REQUIREMENT :: Go through the lines below and copy each one that holds the string "position".

DATA ::
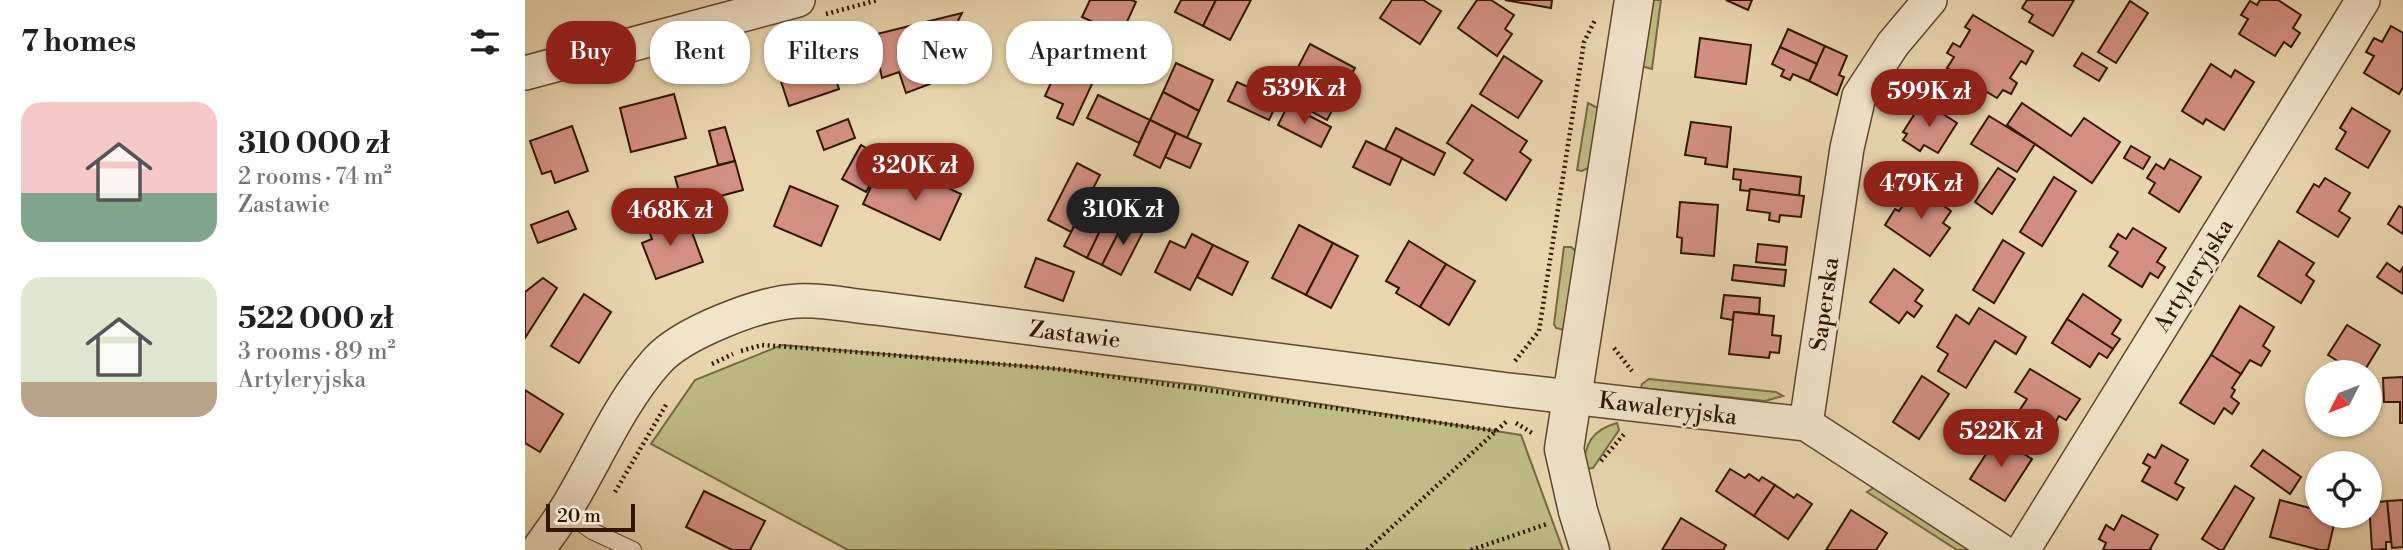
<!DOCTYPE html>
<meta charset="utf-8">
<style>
body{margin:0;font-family:"Libre Bodoni",serif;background:#f6f6f6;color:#202124;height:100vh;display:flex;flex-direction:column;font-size:26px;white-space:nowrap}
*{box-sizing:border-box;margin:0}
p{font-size:23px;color:#757577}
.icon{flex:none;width:38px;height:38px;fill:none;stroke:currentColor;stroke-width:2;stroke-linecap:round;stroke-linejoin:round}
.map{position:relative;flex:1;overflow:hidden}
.panel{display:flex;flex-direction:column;background:#fff;width:525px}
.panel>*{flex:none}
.banner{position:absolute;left:21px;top:21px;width:665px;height:63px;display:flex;gap:14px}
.needle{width:46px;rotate:228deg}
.controls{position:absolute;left:1780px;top:360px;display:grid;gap:14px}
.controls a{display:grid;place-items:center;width:77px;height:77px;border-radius:50%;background:#fff;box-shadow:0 2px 5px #0004;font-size:35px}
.scale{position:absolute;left:21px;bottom:18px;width:89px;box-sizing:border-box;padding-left:7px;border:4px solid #311601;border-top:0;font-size:19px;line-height:24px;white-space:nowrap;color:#311601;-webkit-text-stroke:5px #f1e4cb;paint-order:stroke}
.price{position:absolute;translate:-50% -60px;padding:0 16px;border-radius:24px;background:#8f2418;color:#fff;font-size:23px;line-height:46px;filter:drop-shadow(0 2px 4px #0008)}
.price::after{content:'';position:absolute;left:50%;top:42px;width:21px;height:16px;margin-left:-10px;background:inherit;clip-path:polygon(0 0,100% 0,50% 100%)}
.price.current{background:#222;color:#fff}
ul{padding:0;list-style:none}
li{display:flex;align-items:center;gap:21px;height:175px;padding:0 21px}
li span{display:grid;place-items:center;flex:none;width:196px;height:140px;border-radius:21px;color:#555}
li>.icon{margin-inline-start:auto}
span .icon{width:84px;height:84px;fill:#fffc;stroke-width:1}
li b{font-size:30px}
h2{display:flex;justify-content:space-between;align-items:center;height:84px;padding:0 21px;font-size:30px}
.pill{padding:0 24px;border-radius:28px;background:#fff;box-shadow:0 2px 5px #0004;font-size:24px;line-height:63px}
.pill.current{background:#8f2418;color:#fff}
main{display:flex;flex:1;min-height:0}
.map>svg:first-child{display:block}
.green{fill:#bfbc85;stroke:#786943;stroke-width:2}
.building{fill:#d39082;stroke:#311601;stroke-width:2}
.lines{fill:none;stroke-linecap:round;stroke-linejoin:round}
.service-casing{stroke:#5f462c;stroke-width:18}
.minor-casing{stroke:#5f462c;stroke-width:36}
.tertiary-casing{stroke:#5f462c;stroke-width:41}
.path{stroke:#311601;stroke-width:4.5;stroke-dasharray:2 3.5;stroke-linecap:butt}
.service{stroke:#f1e4cb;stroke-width:16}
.minor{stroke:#f1e4cb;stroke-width:33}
.tertiary{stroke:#f1e4cb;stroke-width:38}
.labels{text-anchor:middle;stroke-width:5;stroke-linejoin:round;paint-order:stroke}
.street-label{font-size:23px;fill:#311601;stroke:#f1e4cb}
</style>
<main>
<section class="panel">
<h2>7 homes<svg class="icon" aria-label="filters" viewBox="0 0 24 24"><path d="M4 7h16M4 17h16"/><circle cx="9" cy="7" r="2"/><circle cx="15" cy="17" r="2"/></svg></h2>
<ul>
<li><span style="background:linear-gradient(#f6c9c9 65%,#7fa58c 0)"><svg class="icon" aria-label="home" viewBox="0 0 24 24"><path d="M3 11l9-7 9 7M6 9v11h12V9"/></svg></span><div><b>310 000 zł</b><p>2 rooms · 74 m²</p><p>Zastawie</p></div></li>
<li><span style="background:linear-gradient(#dfe7d0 75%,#b9a48a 0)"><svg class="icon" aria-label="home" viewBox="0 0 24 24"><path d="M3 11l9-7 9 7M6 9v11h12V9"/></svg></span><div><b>522 000 zł</b><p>3 rooms · 89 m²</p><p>Artyleryjska</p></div></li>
</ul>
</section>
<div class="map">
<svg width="1878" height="550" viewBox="0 0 1878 550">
<rect width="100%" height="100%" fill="#e9d6af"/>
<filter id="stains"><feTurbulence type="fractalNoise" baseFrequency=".00286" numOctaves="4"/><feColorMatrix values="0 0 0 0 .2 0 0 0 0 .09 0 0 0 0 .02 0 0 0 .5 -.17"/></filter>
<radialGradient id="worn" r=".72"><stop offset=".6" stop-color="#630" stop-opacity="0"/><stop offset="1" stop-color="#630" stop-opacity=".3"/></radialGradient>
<g class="green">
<polygon points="1127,0 1136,0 1127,69 1116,66"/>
<polygon points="1063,103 1073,108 1065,167 1057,171 1052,170"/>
<polygon points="1039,247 1046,247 1052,252 1039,330 1031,328 1029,324"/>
<polygon points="257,345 533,369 679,386 996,435 1038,550 323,550 126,444 170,380"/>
<polygon points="1124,379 1251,392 1258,396 1240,401 1116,388 1117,384"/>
<path d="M1092,423L1094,430L1068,468L1059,469C1059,444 1067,430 1092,423Z"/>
<polygon points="1352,486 1450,550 1432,550 1342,492"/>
</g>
<g class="building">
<polygon points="565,0 607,0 611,2 596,35 557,17"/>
<polygon points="656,0 691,0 678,26 650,12"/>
<polygon points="691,0 726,0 705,40 678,26"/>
<polygon points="867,0 898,0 916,11 895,44 855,18"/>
<polygon points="952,0 966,0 989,15 980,29 987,34 972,56 933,28"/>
<polygon points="980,0 1027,0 1026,8"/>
<polygon points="1201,0 1227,0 1223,10"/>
<polygon points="1502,0 1549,0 1528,36 1504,22 1508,15 1497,8"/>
<polygon points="1735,0 1753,0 1776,15 1768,28 1775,33 1766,47 1759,42 1750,56 1714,34 1723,19 1716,15 1725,1 1732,5"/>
<polygon points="1605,1 1623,13 1591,63 1573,52"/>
<polygon points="437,13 412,61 398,65 405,84 381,93 374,72 357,78 348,35"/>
<polygon points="1448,15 1508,51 1501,64 1496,61 1485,78 1492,83 1486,94 1478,90 1472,98 1422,68 1429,57 1422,53 1428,43 1435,47 1445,30 1440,27"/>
<polygon points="1866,26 1878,33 1878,87 1874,94 1839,73 1849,56 1841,52 1849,38 1857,42"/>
<polygon points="1263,29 1300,46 1292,64 1255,47"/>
<polygon points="1175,38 1226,45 1221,84 1170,77"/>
<polygon points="785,44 830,68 802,120 758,96"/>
<polygon points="1300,46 1322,56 1314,75 1319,77 1312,95 1284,81"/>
<polygon points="1255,47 1292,64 1284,81 1268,74 1265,80 1256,76 1259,70 1247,64"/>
<polygon points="301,49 314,89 264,106 251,66"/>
<polygon points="1557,53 1582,68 1574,81 1549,66"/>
<polygon points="538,56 566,70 561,80 568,82 548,125 532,118 538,104 520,96"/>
<polygon points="979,56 1017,81 993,118 955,94"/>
<polygon points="651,63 688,80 674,111 638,92"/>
<polygon points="1686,64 1706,77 1710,70 1729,82 1699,130 1681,119 1678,124 1657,111"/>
<polygon points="712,82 753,101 744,120 703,101"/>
<polygon points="638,92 674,111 662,138 625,120"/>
<polygon points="149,94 161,138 106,152 95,108"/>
<polygon points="573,95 625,120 614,143 562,118"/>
<polygon points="1398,101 1432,123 1413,153 1399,145 1395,151 1378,140 1382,134 1378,132"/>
<polygon points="1497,103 1546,136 1559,118 1595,142 1567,183 1482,125"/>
<polygon points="763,105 806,127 796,147 753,125"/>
<polygon points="947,105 1002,141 995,152 1006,160 981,200 939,173 948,160 922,143"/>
<polygon points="1827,108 1865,131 1843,168 1811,149 1821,132 1815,128"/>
<polygon points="1464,116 1510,144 1492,172 1446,144"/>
<polygon points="323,119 330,138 299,150 292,131"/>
<polygon points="625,120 651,133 635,168 609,155"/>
<polygon points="1166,122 1206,127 1202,167 1180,164 1181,158 1160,155"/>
<polygon points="47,126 63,171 30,183 26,171 17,174 5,141"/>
<polygon points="200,127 210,161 193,165 184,131"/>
<polygon points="871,128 920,153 909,175 860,150"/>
<polygon points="651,133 676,144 665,168 640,157"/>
<polygon points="841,141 877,158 865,185 828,167"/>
<polygon points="336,145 360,159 341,192 317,179"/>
<polygon points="1606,146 1625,157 1618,169 1599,158"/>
<polygon points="1645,159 1676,177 1654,212 1624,193 1630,183 1622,178 1631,164 1639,169"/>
<polygon points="210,161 218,190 158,206 150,177"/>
<polygon points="552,163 575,175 546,232 523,220"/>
<polygon points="1473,168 1490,179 1467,214 1450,202"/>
<polygon points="383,169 436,194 415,240 338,204 351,176 374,187"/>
<polygon points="1209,169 1276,177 1274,196 1225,189 1224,191 1215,190 1216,180 1208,179"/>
<polygon points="1529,177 1551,191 1517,246 1495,232"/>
<polygon points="1800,178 1825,193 1814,211 1825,218 1813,237 1772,212 1789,184 1794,187"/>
<polygon points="265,186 313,206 296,246 249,226"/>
<polygon points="1391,187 1426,211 1418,223 1425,228 1405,256 1360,225 1370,209 1374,211"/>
<polygon points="1225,189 1279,196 1276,217 1255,215 1254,222 1244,220 1245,213 1222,210"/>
<polygon points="562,201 584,212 562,258 539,246"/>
<polygon points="1155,202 1193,205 1189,256 1156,253 1157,238 1152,237"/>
<polygon points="1874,206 1878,208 1878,234 1863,224"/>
<polygon points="43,211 51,229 13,243 6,225"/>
<polygon points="584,212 600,220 577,265 562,258"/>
<polygon points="146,215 152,232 165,227 178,262 131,279 117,243 127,239 121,224"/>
<polygon points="600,220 619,230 596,275 577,265"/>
<polygon points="774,225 808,243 781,295 747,278"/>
<polygon points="1608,228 1641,248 1632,262 1640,267 1633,278 1625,273 1617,287 1584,266 1593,252 1585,247 1593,234 1601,239"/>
<polygon points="667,234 688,245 665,290 630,272 645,241 660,248"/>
<polygon points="1478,240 1499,253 1469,303 1448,290"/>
<polygon points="884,241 921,264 895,307 871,293 874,288 861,281"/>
<polygon points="1754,241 1789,263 1781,275 1789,281 1776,303 1733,276"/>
<polygon points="808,243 833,256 806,308 781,295"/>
<polygon points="1233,244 1262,247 1260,265 1231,262"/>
<polygon points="688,245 723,262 707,295 672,277"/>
<polygon points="511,258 549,272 538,301 500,287"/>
<polygon points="1862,263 1875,272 1878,267 1878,294 1852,277"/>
<polygon points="921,264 950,281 924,325 895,307"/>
<polygon points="1209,265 1261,270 1259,286 1207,280"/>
<polygon points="1369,269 1398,290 1390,301 1397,306 1389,317 1382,312 1374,323 1345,302"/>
<polygon points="18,278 32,288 0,338 0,292"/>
<polygon points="59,294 86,312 54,363 26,346"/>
<polygon points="1558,294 1596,320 1587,334 1595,339 1588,349 1542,319"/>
<polygon points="1199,295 1235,298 1234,314 1209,312 1208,320 1196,318"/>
<polygon points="1715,306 1749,327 1738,346 1745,351 1736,366 1725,360 1716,374 1686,355"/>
<polygon points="1454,308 1501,337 1491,354 1470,341 1441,388 1413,371 1423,354 1412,347 1431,315 1444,324"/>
<polygon points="1209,312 1249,316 1247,335 1256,336 1254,353 1245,352 1244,358 1204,354"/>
<polygon points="1542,319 1588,349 1582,358 1574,353 1565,367 1527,343"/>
<polygon points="1822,325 1855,345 1838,373 1832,373 1803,355"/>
<polygon points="1686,355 1716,374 1707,388 1710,390 1706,397 1714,403 1707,414 1699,408 1689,424 1655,403"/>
<polygon points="1505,369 1555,399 1541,420 1534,416 1526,430 1494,411 1502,399 1490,392"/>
<polygon points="1397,376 1424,394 1394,439 1368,422"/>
<polygon points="1878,377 1878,423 1875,423 1875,402 1859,402 1858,378"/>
<polygon points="0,390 38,414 15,452 0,443"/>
<polygon points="1472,437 1507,459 1480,501 1445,479"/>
<polygon points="1637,445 1663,460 1650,483 1659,488 1652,500 1617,481 1625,467 1618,463 1623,454 1630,458"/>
<polygon points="1738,450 1776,477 1765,494 1726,466"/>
<polygon points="1205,469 1220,478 1224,474 1234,481 1237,477 1250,485 1229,516 1191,491"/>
<polygon points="1250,485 1269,498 1272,494 1287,504 1263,539 1229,516"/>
<polygon points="1710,486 1729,498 1698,550 1695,550 1677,539"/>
<polygon points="179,491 240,521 225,550 207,550 161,527"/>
<polygon points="1755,500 1792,510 1792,516 1811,516 1803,550 1795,550 1745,537"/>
<polygon points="1878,500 1878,547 1867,548 1862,501"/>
<polygon points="1862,501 1866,542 1861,542 1861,549 1847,550 1844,503"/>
<polygon points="1326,510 1362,533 1351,550 1301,550"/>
<polygon points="1597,515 1633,535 1625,549 1627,550 1578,550 1581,543 1574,539 1581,525 1589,530"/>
<polygon points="1156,518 1201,545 1198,550 1137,550"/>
</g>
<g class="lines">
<defs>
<polyline id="service" points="40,512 67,531 108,550"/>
<g id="minor">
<polyline points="0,73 273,0"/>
<polyline points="1281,424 1322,148 1334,96 1368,44 1405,0"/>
<path d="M13,550C22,537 32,524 40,511C71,461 93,405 132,361C157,333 234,303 272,301C297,299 326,306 351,308L984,390L1281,424L1475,550"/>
<polyline points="1498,550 1838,0"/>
</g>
<polyline id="tertiary" points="1065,550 1053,511 1039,449 1109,0"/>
</defs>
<use href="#service" class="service-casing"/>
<use href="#minor" class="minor-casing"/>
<use href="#tertiary" class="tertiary-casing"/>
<g class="path">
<polyline points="301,14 353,0"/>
<polyline points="1089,348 1107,371"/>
<polyline points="216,351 237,345 281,348 533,369 972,431"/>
<polyline points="990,361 1014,331 1059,42 1070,20"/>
<polyline points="187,364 208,354"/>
<polyline points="991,423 1007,433"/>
<polyline points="1076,461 1100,433"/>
<polyline points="90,492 142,403"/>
<polyline points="842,550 983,420"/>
<polyline points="946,550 1022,524"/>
</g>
<use href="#service" class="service"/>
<use href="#minor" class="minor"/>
<use href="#tertiary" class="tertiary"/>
</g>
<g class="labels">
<g class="street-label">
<text transform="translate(1668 275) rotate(-58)" y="8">Artyleryjska</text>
<text transform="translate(1299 304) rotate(-82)" y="8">Saperska</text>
<text transform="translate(550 334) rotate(7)" y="8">Zastawie</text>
<text transform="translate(1143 408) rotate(7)" y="8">Kawaleryjska</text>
</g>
</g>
<rect width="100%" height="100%" filter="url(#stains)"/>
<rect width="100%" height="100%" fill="url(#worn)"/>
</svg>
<div class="controls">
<a><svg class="needle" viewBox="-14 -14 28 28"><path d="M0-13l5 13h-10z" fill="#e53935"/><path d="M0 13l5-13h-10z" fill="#757577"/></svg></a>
<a><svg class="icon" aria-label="locate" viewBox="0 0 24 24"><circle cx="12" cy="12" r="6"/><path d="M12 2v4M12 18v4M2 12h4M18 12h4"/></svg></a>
</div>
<div class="scale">20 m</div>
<b class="price" style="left:779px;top:126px">539K zł</b>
<b class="price" style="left:1404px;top:129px">599K zł</b>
<b class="price" style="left:390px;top:203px">320K zł</b>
<b class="price" style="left:1396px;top:221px">479K zł</b>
<b class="price current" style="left:598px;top:247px">310K zł</b>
<b class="price" style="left:145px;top:248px">468K zł</b>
<b class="price" style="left:1476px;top:469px">522K zł</b>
<div class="banner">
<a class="pill current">Buy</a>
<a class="pill">Rent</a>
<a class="pill">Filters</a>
<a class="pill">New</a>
<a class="pill">Apartment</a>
</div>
</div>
</main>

TASK OUTPUT ::
.map{position:relative;flex:1;overflow:hidden}
.banner{position:absolute;left:21px;top:21px;width:665px;height:63px;display:flex;gap:14px}
.controls{position:absolute;left:1780px;top:360px;display:grid;gap:14px}
.scale{position:absolute;left:21px;bottom:18px;width:89px;box-sizing:border-box;padding-left:7px;border:4px solid #311601;border-top:0;font-size:19px;line-height:24px;white-space:nowrap;color:#311601;-webkit-text-stroke:5px #f1e4cb;paint-order:stroke}
.price{position:absolute;translate:-50% -60px;padding:0 16px;border-radius:24px;background:#8f2418;color:#fff;font-size:23px;line-height:46px;filter:drop-shadow(0 2px 4px #0008)}
.price::after{content:'';position:absolute;left:50%;top:42px;width:21px;height:16px;margin-left:-10px;background:inherit;clip-path:polygon(0 0,100% 0,50% 100%)}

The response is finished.